Major development projects
During the year, the BHP Board approved the Ruby oil and gas project in Trinidad and Tobago. At the end of the 2020 financial year, BHP had six major projects under development in petroleum, copper, iron ore and potash, with a combined budget of US$11.4 billion over the life of the projects. Our major projects under development in petroleum and iron ore are tracking to plan.
The Spence Growth Option is continuing to progress, however, as a result of measures put in place to reduce the spread of COVID-19, first production is now expected between December 2020 and March 2021. As a result of the reduction of the on-site workforce, the commissioning of the desalination plant and capitalisation of the associated US$600 million lease (approximate) will now occur in the first half of the 2021 financial year.
In June 2020, final shaft lining work for the Jansen project, which was reduced to focus on one shaft as part of our COVID-19 response plan to reduce our on-site interprovincial workforce, was resumed in both shafts.

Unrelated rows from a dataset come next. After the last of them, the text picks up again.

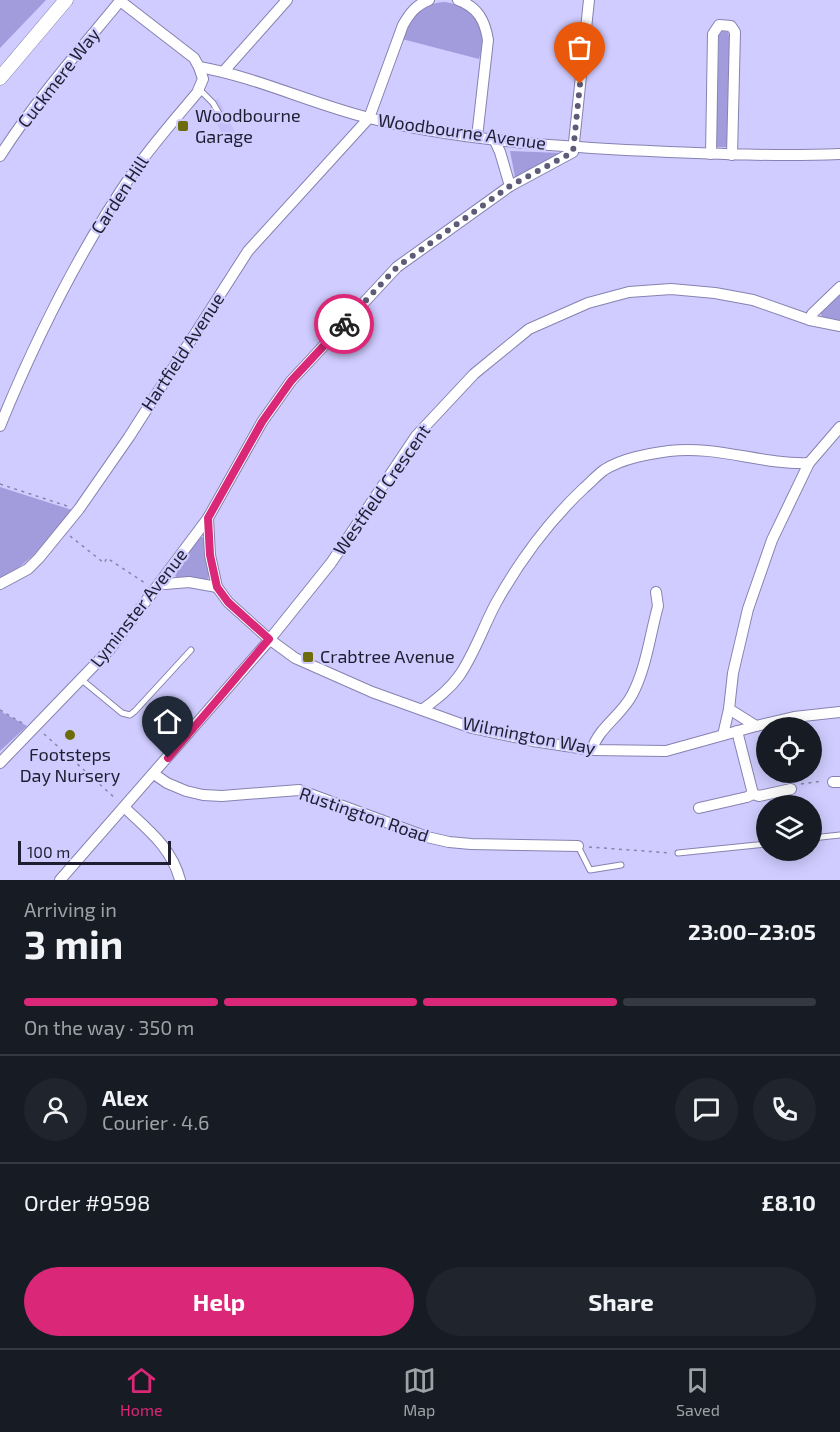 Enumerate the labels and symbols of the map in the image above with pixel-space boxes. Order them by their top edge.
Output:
pin [554,22,605,84]
street label: Cuckmere Way [12,23,104,132]
place label: Woodbourne Garage [195,104,301,147]
street label: Woodbourne Avenue [377,108,548,154]
marker: Woodbourne Garage [176,119,190,133]
street label: Carden Hill [86,151,153,238]
street label: Hartfield Avenue [136,288,228,415]
courier [314,294,374,354]
street label: Westfield Crescent [328,420,435,559]
street label: Lyminster Avenue [85,544,191,671]
place label: Crabtree Avenue [320,645,455,667]
marker: Crabtree Avenue [301,650,315,664]
pin [142,696,193,758]
street label: Wilmington Way [461,711,598,759]
marker: Footsteps Day Nursery [63,728,77,742]
place label: Footsteps Day Nursery [20,743,121,786]
street label: Rustington Road [297,782,432,846]
scale bar [18,838,171,866] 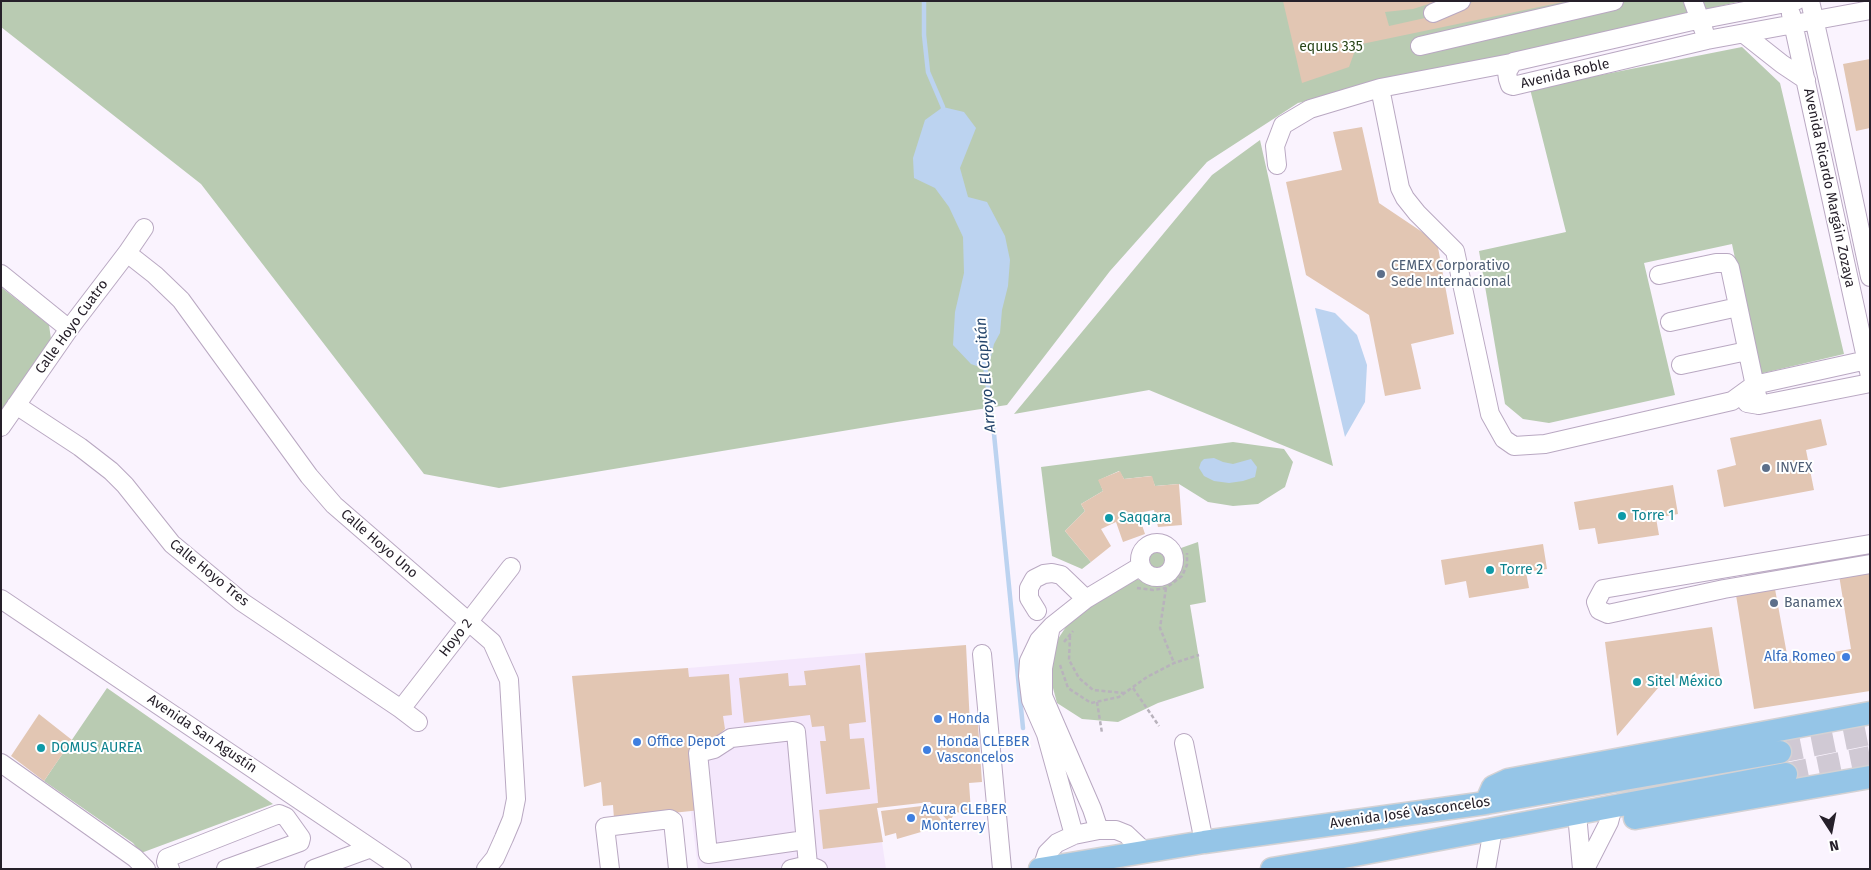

Timing for completion of the shafts continues to be under review. BHP continues to assess the impacts of COVID-19 and the temporary reduction in construction activity.
During the June 2020 quarter, our operated assets have continued with additional protocols in place to protect our workforce and communities from the spread of COVID-19, in line with guidelines from local and federal government bodies and expert health advice in the geographies where we operate.
In Australia, we have only had a small number of cases among our workforce since COVID-19 began, none with workplace exposure, and some assets are returning to more normal rosters. We remain vigilant and will continue with social distancing and hygiene practices and other protocols as appropriate to minimise the risk of transmission.
In South America, COVID-19 infection rates have seen governments continue with travel and lockdown restrictions. We continue to operate with a reduced number of people at mine sites and other operational facilities, with only business critical personnel on site. We have implemented a comprehensive plan for COVID-19 including various hygiene and health controls and a proactive testing regime for people before entering sites and boarding transportation.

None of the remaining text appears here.